In the recent case of Roberts v Aegon UK Corporate Services Ltd the issue of ongoing pension loss was considered in relation to compensation for unfair dismissal.
Mrs Roberts' employment with Aegon terminated in January 2007 by reason of redundancy. She immediately started a new job where she received a more favourable remuneration package however in her new job she only had access to a money purchase pension scheme whereas at Aegon she was a member of a final salary pension scheme.
In September 2007 Mrs Roberts left her new job after a period of ill health and a dispute with her employer. She negotiated an ex-gratia payment and signed a compromise agreement.
The Employment Tribunal upheld an unfair dismissal claim brought by Mrs Roberts against Aegon. However, at a remedy hearing, the Tribunal did not award compensation for loss of earnings because Mrs Roberts' new employment, although not continuing, had broken the chain of causation. Nonetheless, the Tribunal found that there was a continuing pension loss for the reason that "it is unlikely that the Claimant will find employment that will offer a final salary pension. It is more likely that any pension arrangements in her new employment would involve a money purchase scheme".
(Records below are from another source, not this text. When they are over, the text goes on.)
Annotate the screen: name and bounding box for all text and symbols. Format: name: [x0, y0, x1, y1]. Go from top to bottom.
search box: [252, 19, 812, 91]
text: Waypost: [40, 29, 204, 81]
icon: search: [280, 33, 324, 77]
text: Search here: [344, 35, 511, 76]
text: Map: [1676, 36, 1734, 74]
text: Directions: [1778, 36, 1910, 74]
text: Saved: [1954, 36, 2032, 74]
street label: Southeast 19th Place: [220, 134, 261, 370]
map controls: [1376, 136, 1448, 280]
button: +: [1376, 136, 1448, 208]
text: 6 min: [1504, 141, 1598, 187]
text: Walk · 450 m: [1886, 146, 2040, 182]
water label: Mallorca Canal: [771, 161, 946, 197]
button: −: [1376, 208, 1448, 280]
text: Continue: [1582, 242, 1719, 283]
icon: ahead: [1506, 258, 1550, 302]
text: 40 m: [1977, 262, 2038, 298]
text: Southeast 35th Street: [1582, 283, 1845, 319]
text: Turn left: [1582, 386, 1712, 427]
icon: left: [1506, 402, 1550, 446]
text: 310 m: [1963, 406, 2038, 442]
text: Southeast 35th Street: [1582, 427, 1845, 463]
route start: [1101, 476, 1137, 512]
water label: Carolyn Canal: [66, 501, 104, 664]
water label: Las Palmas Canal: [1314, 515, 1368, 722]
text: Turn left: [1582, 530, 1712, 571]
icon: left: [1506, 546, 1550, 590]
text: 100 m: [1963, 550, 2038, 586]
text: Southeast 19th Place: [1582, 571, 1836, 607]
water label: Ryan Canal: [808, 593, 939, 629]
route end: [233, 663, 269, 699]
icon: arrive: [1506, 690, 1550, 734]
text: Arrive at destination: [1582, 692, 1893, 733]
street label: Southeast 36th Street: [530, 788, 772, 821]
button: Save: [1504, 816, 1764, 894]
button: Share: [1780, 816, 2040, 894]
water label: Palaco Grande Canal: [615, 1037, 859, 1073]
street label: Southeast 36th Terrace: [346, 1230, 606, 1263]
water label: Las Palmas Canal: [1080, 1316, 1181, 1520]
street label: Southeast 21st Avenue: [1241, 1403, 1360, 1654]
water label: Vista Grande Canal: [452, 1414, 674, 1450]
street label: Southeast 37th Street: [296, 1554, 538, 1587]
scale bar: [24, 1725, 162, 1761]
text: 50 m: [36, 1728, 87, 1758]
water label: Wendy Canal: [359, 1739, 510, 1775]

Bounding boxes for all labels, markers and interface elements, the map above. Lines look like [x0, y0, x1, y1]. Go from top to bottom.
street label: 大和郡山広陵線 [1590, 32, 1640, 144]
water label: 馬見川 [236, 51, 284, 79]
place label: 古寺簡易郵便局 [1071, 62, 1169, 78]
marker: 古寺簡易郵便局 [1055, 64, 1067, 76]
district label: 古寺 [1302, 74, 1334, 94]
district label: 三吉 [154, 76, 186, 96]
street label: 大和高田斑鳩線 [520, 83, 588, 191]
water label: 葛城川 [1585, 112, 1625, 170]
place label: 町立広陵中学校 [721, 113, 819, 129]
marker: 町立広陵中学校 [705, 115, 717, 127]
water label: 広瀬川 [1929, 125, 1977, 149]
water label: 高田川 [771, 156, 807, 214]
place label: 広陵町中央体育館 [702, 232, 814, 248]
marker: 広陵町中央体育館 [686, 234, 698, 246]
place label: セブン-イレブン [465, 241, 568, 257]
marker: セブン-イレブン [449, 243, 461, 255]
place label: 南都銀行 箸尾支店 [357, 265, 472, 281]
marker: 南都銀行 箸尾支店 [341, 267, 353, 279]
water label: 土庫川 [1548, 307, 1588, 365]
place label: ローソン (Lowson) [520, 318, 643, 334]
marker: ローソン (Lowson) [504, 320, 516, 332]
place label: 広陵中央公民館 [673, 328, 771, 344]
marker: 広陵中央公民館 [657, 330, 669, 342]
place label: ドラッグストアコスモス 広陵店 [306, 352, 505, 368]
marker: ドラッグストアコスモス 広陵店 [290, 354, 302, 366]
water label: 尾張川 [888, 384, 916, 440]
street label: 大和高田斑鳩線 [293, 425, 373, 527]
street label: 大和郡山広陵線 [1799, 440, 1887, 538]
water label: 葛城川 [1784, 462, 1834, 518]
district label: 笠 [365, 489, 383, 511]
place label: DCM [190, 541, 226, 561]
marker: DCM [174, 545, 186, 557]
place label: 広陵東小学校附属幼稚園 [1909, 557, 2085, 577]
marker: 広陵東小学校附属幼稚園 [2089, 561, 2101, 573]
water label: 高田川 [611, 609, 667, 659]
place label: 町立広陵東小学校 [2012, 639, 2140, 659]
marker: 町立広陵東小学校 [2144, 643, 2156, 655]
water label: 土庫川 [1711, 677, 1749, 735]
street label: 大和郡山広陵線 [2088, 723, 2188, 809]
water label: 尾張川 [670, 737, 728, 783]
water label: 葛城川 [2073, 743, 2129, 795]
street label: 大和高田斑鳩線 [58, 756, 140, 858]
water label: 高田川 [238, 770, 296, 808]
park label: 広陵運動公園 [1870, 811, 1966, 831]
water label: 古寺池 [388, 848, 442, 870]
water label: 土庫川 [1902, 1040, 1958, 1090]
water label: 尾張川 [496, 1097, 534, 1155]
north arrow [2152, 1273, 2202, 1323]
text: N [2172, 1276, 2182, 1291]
Aegon appealed against the Tribunal's decision, arguing that pension rights and loss of earnings should not have been treated separately and that Mrs Roberts' new employment should have broken the chain of causation in relation to loss of pension rights in the same way that it had for loss of earnings.
The EAT held:
- An employee acquiring fresh employment, on the same or better terms, "does not by itself stop the clock running as far as losses flowing from the original dismissal are concerned";
- In assessing compensation, a Tribunal must compare the two employments "both in purely financial terms and in other benefits which may be incapable of being compared in purely mathematical terms";
- The Tribunal was entitled in this case to find as it did that Mrs Roberts' loss of the final salary pension scheme was a unique type of loss.
- In particular the Tribunal should have in mind that in a final salary pension scheme the risk is very much on the employer, whereas in a money purchase scheme the risk is very much on the employee.
The EAT emphasised that due to the lack of opportunity to join final salary schemes it is becoming increasingly difficult for Claimants unfairly dismissed from employment in which they were members of a final salary scheme to mitigate their loss. The EAT accepted that Tribunals are entitled to take this on board when assessing compensation.
However this case does not change the existing line of authority that the likely value of any subsequent benefits from membership of a money purchase scheme should be deducted from any compensation for future pension loss.
This case serves as a useful reminder that in an unfair dismissal claim, where an employee has found new employment with comparable earnings, it does not necessarily mean that their losses will be stemmed. Where the employee was a member of a final salary pension scheme ongoing losses could be significant.